The Securities shall be executed on behalf of the Corporation by its
Chairman of the Board, its President or one of its Vice Presidents and attested
by its Secretary or one of its Assistant Secretaries. The signature of any of
these officers on the Securities may be actual or facsimile. The Trustee shall
authenticate Subordinated Notes upon an Order of the Corporation. The Trustee
may appoint an authenticating agent acceptable to the Corporation to
authenticate Securities. The Indenture does not contain provisions regarding the
application of the proceeds from issuance of the Subordinated Notes.
(c) Release or Release of Any Property Subject to Lien.
The Company's obligations under the Subordinated Notes are not secured by
any liens or security interests on any assets of the Company. Accordingly, the
Indenture does not contain any provisions with respect to the release or the
release and substitution of any property subject to such a lien.
(d) Satisfaction and Discharge of the Indenture.

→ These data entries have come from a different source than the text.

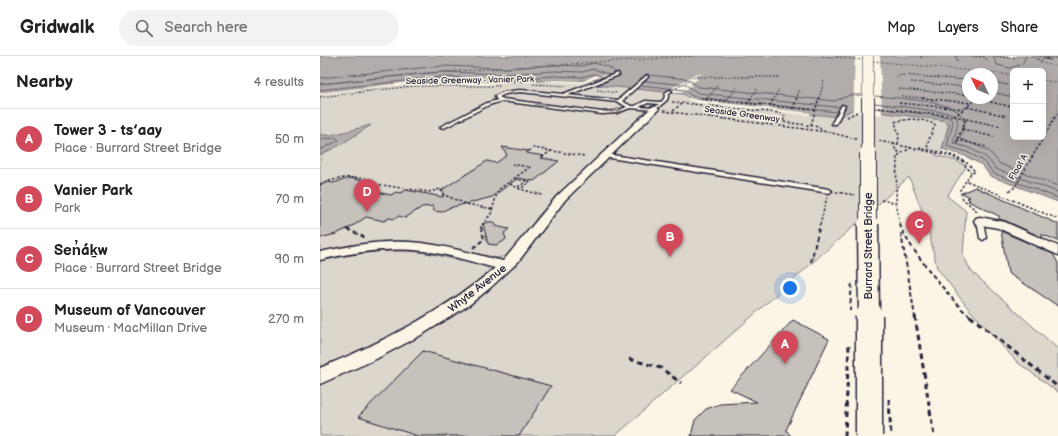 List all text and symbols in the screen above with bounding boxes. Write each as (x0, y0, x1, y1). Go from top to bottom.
search box (119, 10, 399, 46)
text: Gridwalk (20, 16, 95, 39)
icon: search (133, 17, 155, 39)
text: Search here (165, 18, 248, 37)
text: Map (887, 19, 915, 36)
text: Layers (937, 19, 979, 36)
text: Share (1001, 19, 1038, 36)
north arrow (962, 68, 998, 104)
map controls (1010, 68, 1046, 140)
button: + (1010, 68, 1046, 104)
text: Nearby (16, 72, 73, 92)
text: 4 results (254, 74, 304, 90)
street label: Seaside Greenway - Vanier Park (406, 74, 535, 87)
one-way arrow (535, 102, 547, 108)
street label: Seaside Greenway (704, 104, 781, 125)
button: − (1010, 104, 1046, 140)
one-way arrow (610, 108, 622, 114)
text: Tower 3 - ts’aay (54, 121, 162, 140)
text: A (25, 131, 33, 147)
text: 50 m (275, 131, 304, 147)
text: Place · Burrard Street Bridge (54, 140, 222, 156)
street label: Float A (1007, 152, 1030, 182)
pin: D (354, 179, 380, 212)
text: Vanier Park (54, 181, 133, 200)
text: B (24, 191, 34, 207)
text: 70 m (276, 191, 304, 207)
street label: Burrard Street Bridge (862, 192, 875, 299)
text: Park (54, 200, 80, 216)
pin: C (906, 211, 932, 244)
pin: B (657, 224, 683, 257)
text: Sen̓áḵw (54, 241, 108, 260)
text: C (24, 251, 34, 267)
text: 90 m (275, 251, 304, 267)
text: Place · Burrard Street Bridge (54, 260, 222, 276)
street label: Whyte Avenue (446, 261, 509, 315)
your location (780, 278, 800, 298)
text: Museum of Vancouver (54, 301, 206, 320)
text: D (24, 311, 34, 327)
text: 270 m (268, 311, 304, 327)
text: Museum · MacMillan Drive (54, 320, 207, 336)
pin: A (772, 331, 798, 364)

The Indenture shall be satisfied and discharged when:
(1) either
(A) all Subordinated Notes theretofore authenticated and
delivered (other than (i) Subordinated Notes which have been
destroyed, lost or stolen and which have been replaced or paid as
provided in Article II of the Indenture, and (ii) Subordinated
Notes for the payment of which money has theretofore been
deposited in trust with the Trustee or any paying agent or
segregated and held in trust by the Company and thereafter repaid
to the Company or discharged from such trust, as provided in
Section 7.03 of the Indenture) have been delivered to the Trustee
for cancellation; or
(B) the principal of all such Subordinated Notes not
theretofore delivered to the Trustee for cancellation has become
due and payable and the Company has deposited or caused to be
deposited in trust with the Trustee, solely for the benefit of
the holders, funds in an amount sufficient to pay and discharge
the entire Indebtedness on such Subordinated Notes not
theretofore delivered to the Trustee for cancellation;
(2) the Company has irrevocably paid or caused to be irrevocably
paid all other sums payable hereunder by the Company; and
(3) the Company has delivered to the Trustee an officers'
certificate and an opinion of counsel, each stating that all
conditions precedent provided for herein to be complied with by the
Company relating to the satisfaction and discharge of this Indenture
have been complied with.
(e) Evidence of Compliance.
The Company shall deliver to the Trustee, within 120 days after the end of
each fiscal year of the Company, an officers' certificate stating that a review
of the activities of the Company and its subsidiaries during the preceding
fiscal year has been made under the supervision of the signing officers with a
view to determining whether the Company has kept, observed, performed and
fulfilled its obligations under this Indenture, and further stating, as to each
such officer signing such certificate, that to the best of his knowledge the
Company has kept, observed, performed and fulfilled each and every covenant
contained in this Indenture and is not in default in the performance or
observance of any of the terms, provisions and conditions hereof (or, if a
default or event of default shall have occurred, describing all such defaults or
events of default of which he may have knowledge and specifying what action the
Company is taking or proposes to take with respect thereto) and that to the best
of his knowledge no event has occurred and remains in existence by reason of
which payments on account of the principal of or interest on the Securities are
prohibited.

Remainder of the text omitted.